Friday, 16 March 2012

Deferring execution

Go language has defer statements which allow for postponing execution of a function or method call until the end of the current function. Similarly, D has scope guard statements which allow statement execution to be delayed until the end of the scope (optionally specified to only execute under successful or failed scenarios).

Go
D
lock(l)
// unlocking happens before
// surrounding function returns
defer unlock(l)

lock(l);
// unlock on leaving the scope
scope(exit) unlock(l);

This is similar to 'finally' statements that are used in languages like Java and Python. In C++, we have our trusty RAII technique to execute clean up code at the end of scope. But for the cases when that is not convenient, boost provides ScopeExit library to accomplish something akin to D:

lock(l);
BOOST_SCOPE_EXIT( (&l) )
{
    unlock(l);
} BOOST_SCOPE_EXIT_END

If you look at Boost.ScopeExit source, it is filled with enough macro magic to make your head spin. The upside is that it works with C++03. But with C++11 and lambdas, we can build the same functionality and more with easy to read, macro free code.

The basic idea is to put deferred code into a lambda function and then store the lambda in a class that will execute it when it destructs. Let's start with this:

template <typename F>
struct deferrer {
    F fun;
    ~deferrer() { fun(); }
};

template <typename F>
deferrer<F> defer(F const& f) {
    return deferrer<F>{ f };
}
With this simple class (struct for now) and helper function, we can defer code like this:
void foo() {
    lock_t l;
    lock(l);
    auto d = defer([&l] { unlock(l); });
    // ...
}

However, there are a number of problems with this code. First, if lambda function throws, we will get a throwing destructor and the program will go to terminate() in those cases when the stack was already being unwound due to an exception. We can either leave things as is and disallow deferred code to throw or surround fun() invokation in try/catch block. Since this problem plaques RAII as well, I'll just resort to the former.

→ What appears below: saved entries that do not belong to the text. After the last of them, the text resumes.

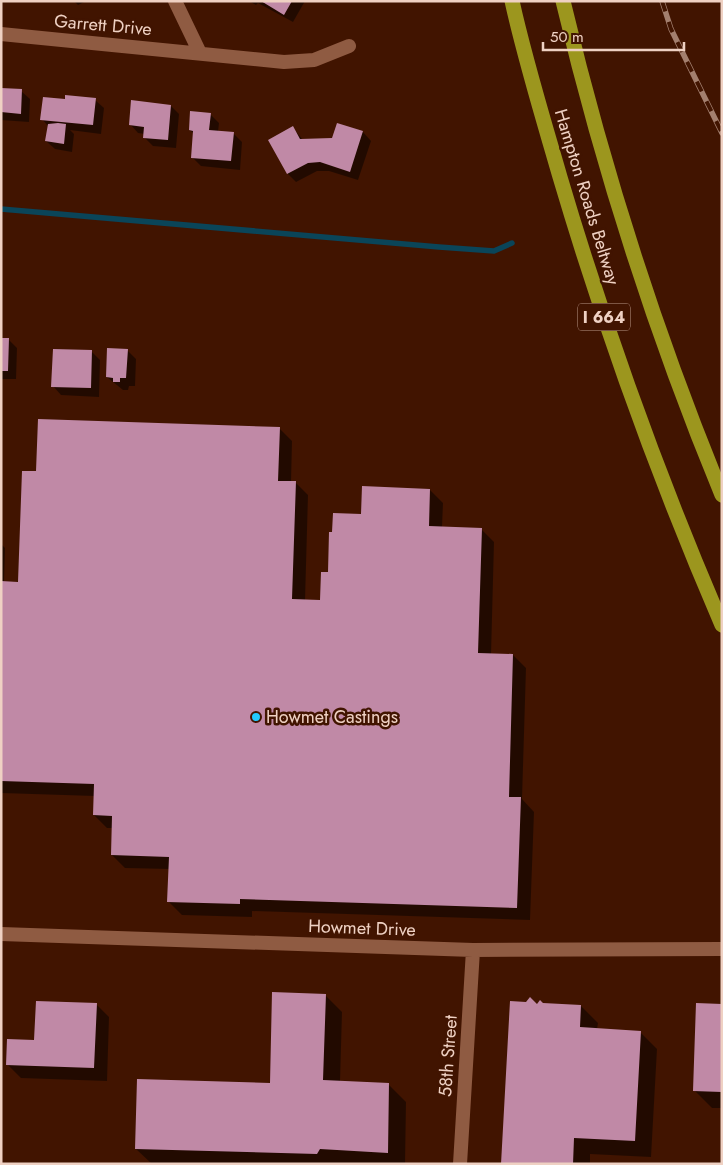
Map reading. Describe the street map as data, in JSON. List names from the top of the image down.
{
  "streets": {
    "highway": ["Hampton Roads Beltway", "I 664"],
    "street": ["Garrett Drive", "Howmet Drive", "58th Street"]
  },
  "crossings": [
    ["Howmet Drive", "58th Street"]
  ],
  "places": ["Howmet Castings"],
  "scale_bar": "50 m"
}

Second, and more serious problem, is that deferrer<F> is copyable and since defer() returns the object by value, there will be temporaries that get constructed and destructed. Since the destructor executes our function, our deferred code will get executed multiple times and prematurely! Well, that's the worst case scenario. Most compilers now implement copy elision and so RVO will actually not make this scenario appear. But relying on a compiler optimization is a bad practice anyway.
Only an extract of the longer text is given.